If you watch the current war between Apple and Adobe over flash or the emerging video format standard wars between Mozilla/Ogg and the H.264 consortium you can see at least one clear trend – all browsers will be natively supporting video, and doing it really well. Everyone is promising video processor accelerated HD playback, and users who are weary of Flash’s tendency to max out a processor will hold the browser makers and Adobe to their word.

So, with browsers being able to do native video, the next generation should be a thin client solution. HTML5 and CSS3 are powerful enough to give you XBMC-like control and transitions. With the the codec built into the browser and already optimized to the hilt, the idea of using any other external or embedded player is outmoded. The only browser hole I see on the client side is remote control support, but even that may be solved as I want to use an Adroid app on my phone over WiFi, at which point its a simple JSON service.

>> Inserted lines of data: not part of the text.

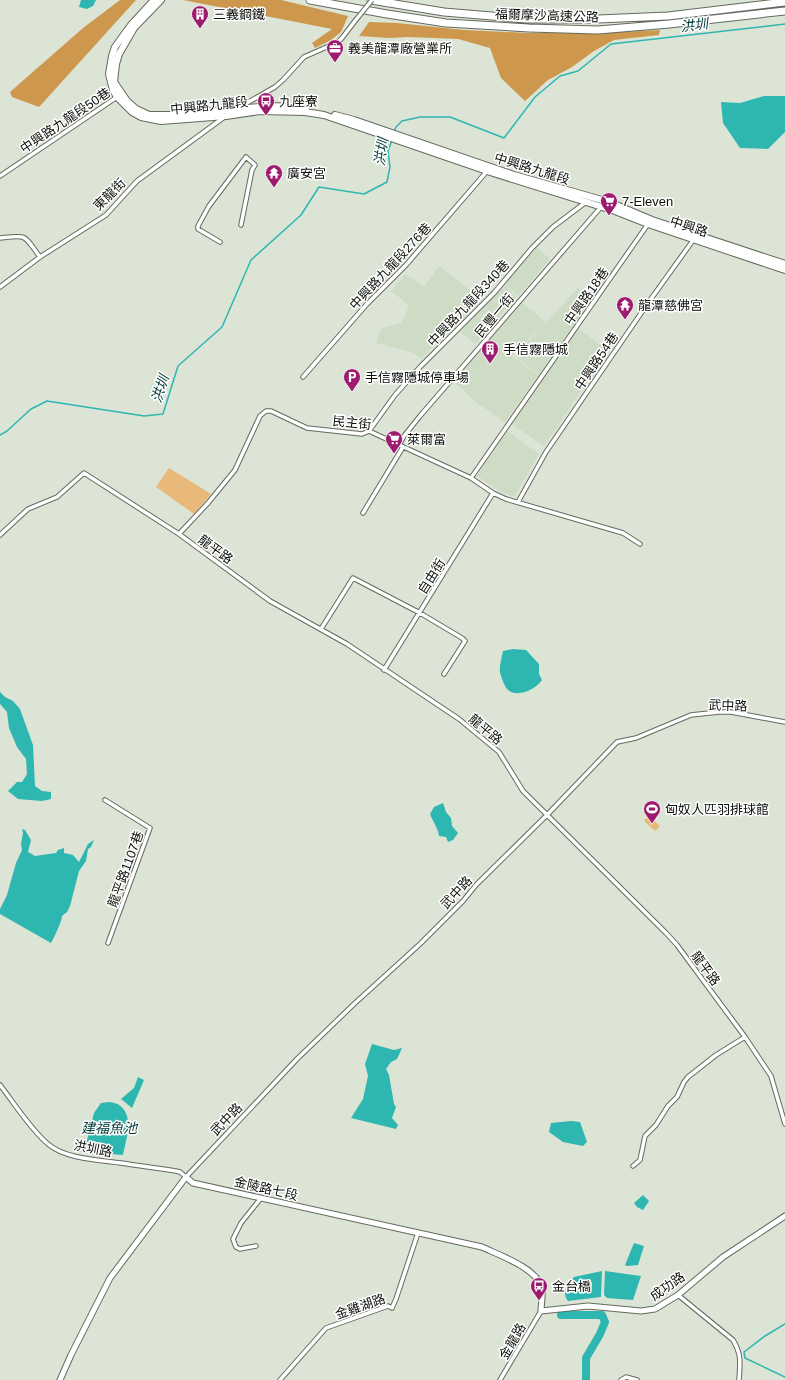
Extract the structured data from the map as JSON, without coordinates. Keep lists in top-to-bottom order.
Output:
{
  "streets": {
    "highway": ["福爾摩沙高速公路"],
    "main road": ["中興路九龍段", "中興路"],
    "street": [
      "中興路九龍段50巷",
      "東龍街",
      "中興路九龍段276巷",
      "中興路18巷",
      "中興路九龍段340巷",
      "民豐一街",
      "中興路54巷",
      "民主街",
      "龍平路",
      "自由街",
      "武中路",
      "龍平路1107巷",
      "洪圳路",
      "金陵路七段",
      "成功路",
      "金雞湖路",
      "金龍路"
    ]
  },
  "crossings": [
    ["福爾摩沙高速公路", "東龍街"],
    ["中興路九龍段", "中興路九龍段50巷"],
    ["中興路九龍段", "東龍街"],
    ["中興路九龍段", "中興路"],
    ["中興路九龍段", "中興路九龍段276巷"],
    ["中興路九龍段", "中興路九龍段340巷"],
    ["中興路", "中興路18巷"],
    ["中興路", "中興路九龍段340巷"],
    ["中興路", "民豐一街"],
    ["中興路", "中興路54巷"],
    ["中興路18巷", "民主街"],
    ["中興路九龍段340巷", "民主街"],
    ["民豐一街", "民主街"],
    ["中興路54巷", "民主街"],
    ["民主街", "龍平路"],
    ["民主街", "自由街"],
    ["龍平路", "自由街"],
    ["龍平路", "武中路"],
    ["武中路", "洪圳路"],
    ["武中路", "金陵路七段"],
    ["洪圳路", "金陵路七段"],
    ["金陵路七段", "成功路"],
    ["金陵路七段", "金雞湖路"],
    ["金陵路七段", "金龍路"],
    ["成功路", "金龍路"]
  ],
  "water": ["洪圳", "建福魚池"],
  "places": {
    "building": ["三義鋼鐵", "手信霧隱城"],
    "office": ["義美龍潭廠營業所"],
    "bus stop": ["九座寮", "金台橋"],
    "temple": ["廣安宮", "龍潭慈佛宮"],
    "supermarket": ["7-Eleven", "萊爾富"],
    "parking": ["手信霧隱城停車場"],
    "sports": ["匈奴人匹羽排球館"]
  }
}
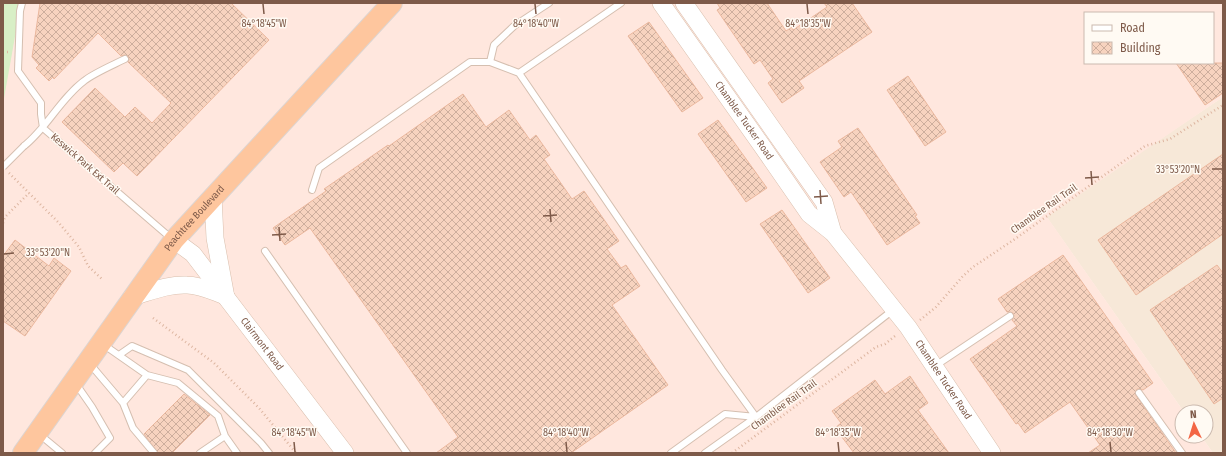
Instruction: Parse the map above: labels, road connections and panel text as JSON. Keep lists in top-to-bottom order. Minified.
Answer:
{"streets":{"highway":["Peachtree Boulevard"],"main road":["Chamblee Tucker Road","Clairmont Road"],"lane":["Keswick Park Ext Trail"],"path":["Chamblee Rail Trail"]},"crossings":[["Keswick Park Ext Trail","Peachtree Boulevard"],["Keswick Park Ext Trail","Clairmont Road"],["Peachtree Boulevard","Clairmont Road"]],"legend":["Road","Building"],"north":"top","coordinates":["84°18'45\"W","84°18'40\"W","84°18'35\"W","33°53'20\"N","84°18'30\"W"]}
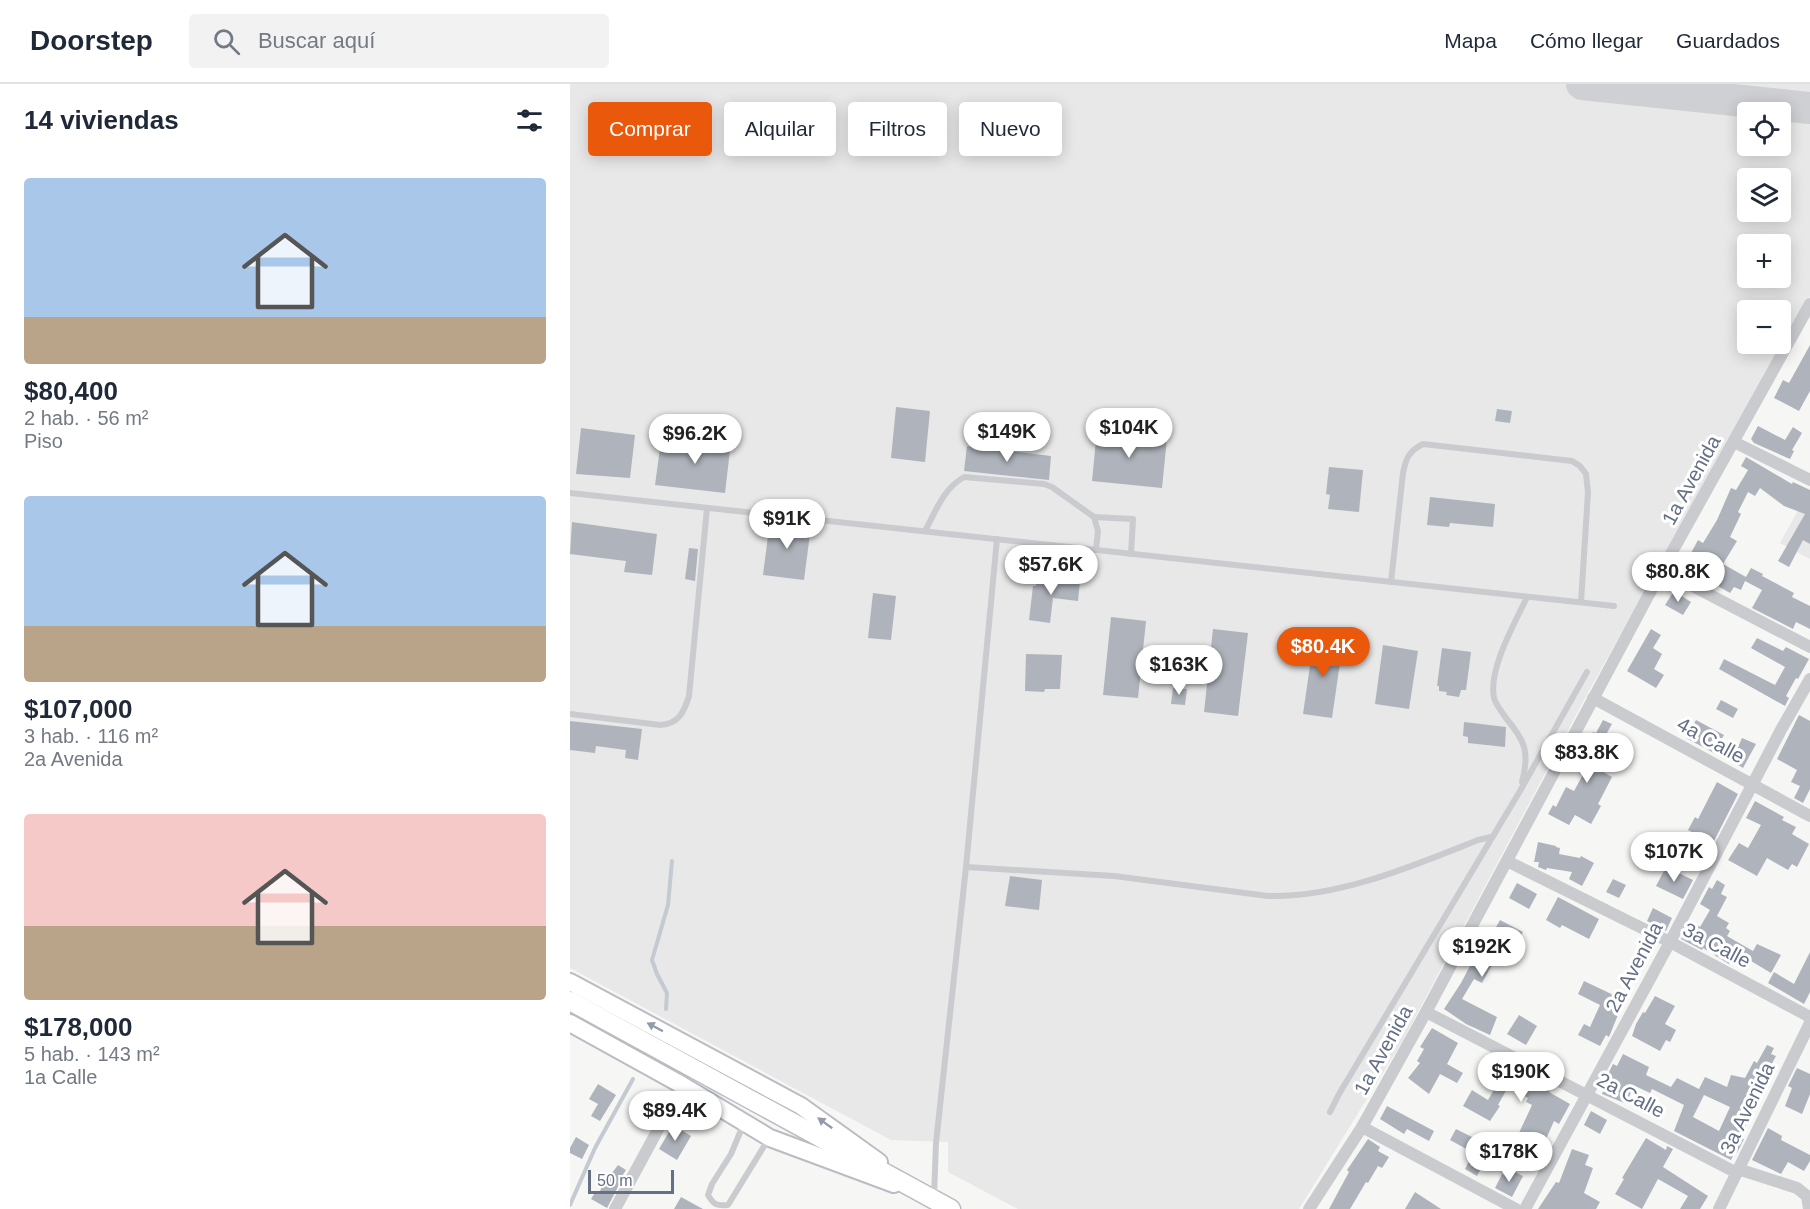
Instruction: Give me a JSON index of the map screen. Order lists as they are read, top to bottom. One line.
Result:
{"streets":{"street":["1a Avenida","4a Calle","3a Calle","2a Avenida","2a Calle","3a Avenida"]},"crossings":[["1a Avenida","4a Calle"],["1a Avenida","3a Calle"],["1a Avenida","2a Calle"],["4a Calle","2a Avenida"],["3a Calle","2a Avenida"],["2a Avenida","2a Calle"],["2a Calle","3a Avenida"]],"scale_bar":"50 m","page":{"header":"Doorstep","search":"Buscar aquí","nav":["Mapa","Cómo llegar","Guardados"],"heading":"14 viviendas","map_buttons":["+","−"],"chip":["Comprar","Alquilar","Filtros","Nuevo"],"list":[{"name":"$80,400","note":"2 hab. · 56 m² · Piso"},{"name":"$107,000","note":"3 hab. · 116 m² · 2a Avenida"},{"name":"$178,000","note":"5 hab. · 143 m² · 1a Calle"}],"price":["$104K","$149K","$96.2K","$91K","$57.6K","$80.8K","$80.4K","$163K","$83.8K","$107K","$192K","$190K","$89.4K","$178K"],"scale":"50 m"}}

Even in the most basic setup with all local content, there still needs to be some server component as the browser isn’t reading directories directly. Something needs to feed the list to the client, and presumably host the app. More complex setups would include meta data storage (e.g., number of times a video was played, where the user left off last time, rating) up through complex tasks like on-the-fly transcoding.

So where does this “server side” reside, in the cloud or local to your network? The answer is that it is a distributed network of services whereas one server (either local or in the cloud) is the client’s master source. When the client requests something from a secondary source, the master acts as a unifying go-between, with the exception of the streaming itself. The master source is where the user browses to get the HTML and services, it maintains a database of the user’s configuration and preferences. It doesn’t necessarily store the full catalog, relying on data from the other source servers.

When a client requests a resource the server service that owns the content is called upon to serve it up. This may simply be pointing to the file, or it could be going through a translation or transcoding process. The master source will store meta information as described above, such as when it was last viewed.

What makes this one evil? Its not especially sinister. It does cut into Boxee and others’ business by providing a modern architecture with lower development cost. The revenue stream is the same – partnerships to provide more prominent content placement as well as traditional ad-based revenue. It is sufficiently simple that it will be cloned and open sourced, so the strength of the partnerships is key to maintaining paying customers.

In the end the architecture is quite a bit like my old Myth setup, which also had a single master server, subordinate servers, NAS resources for content, and slightly less dumb clients. And just like Myth’s failure to catch on due to its complexity in the face of sealed consumer electronic device alternatives, my vision also has enough complexity to confuse or scare off most users. The more things change the more they stay the same.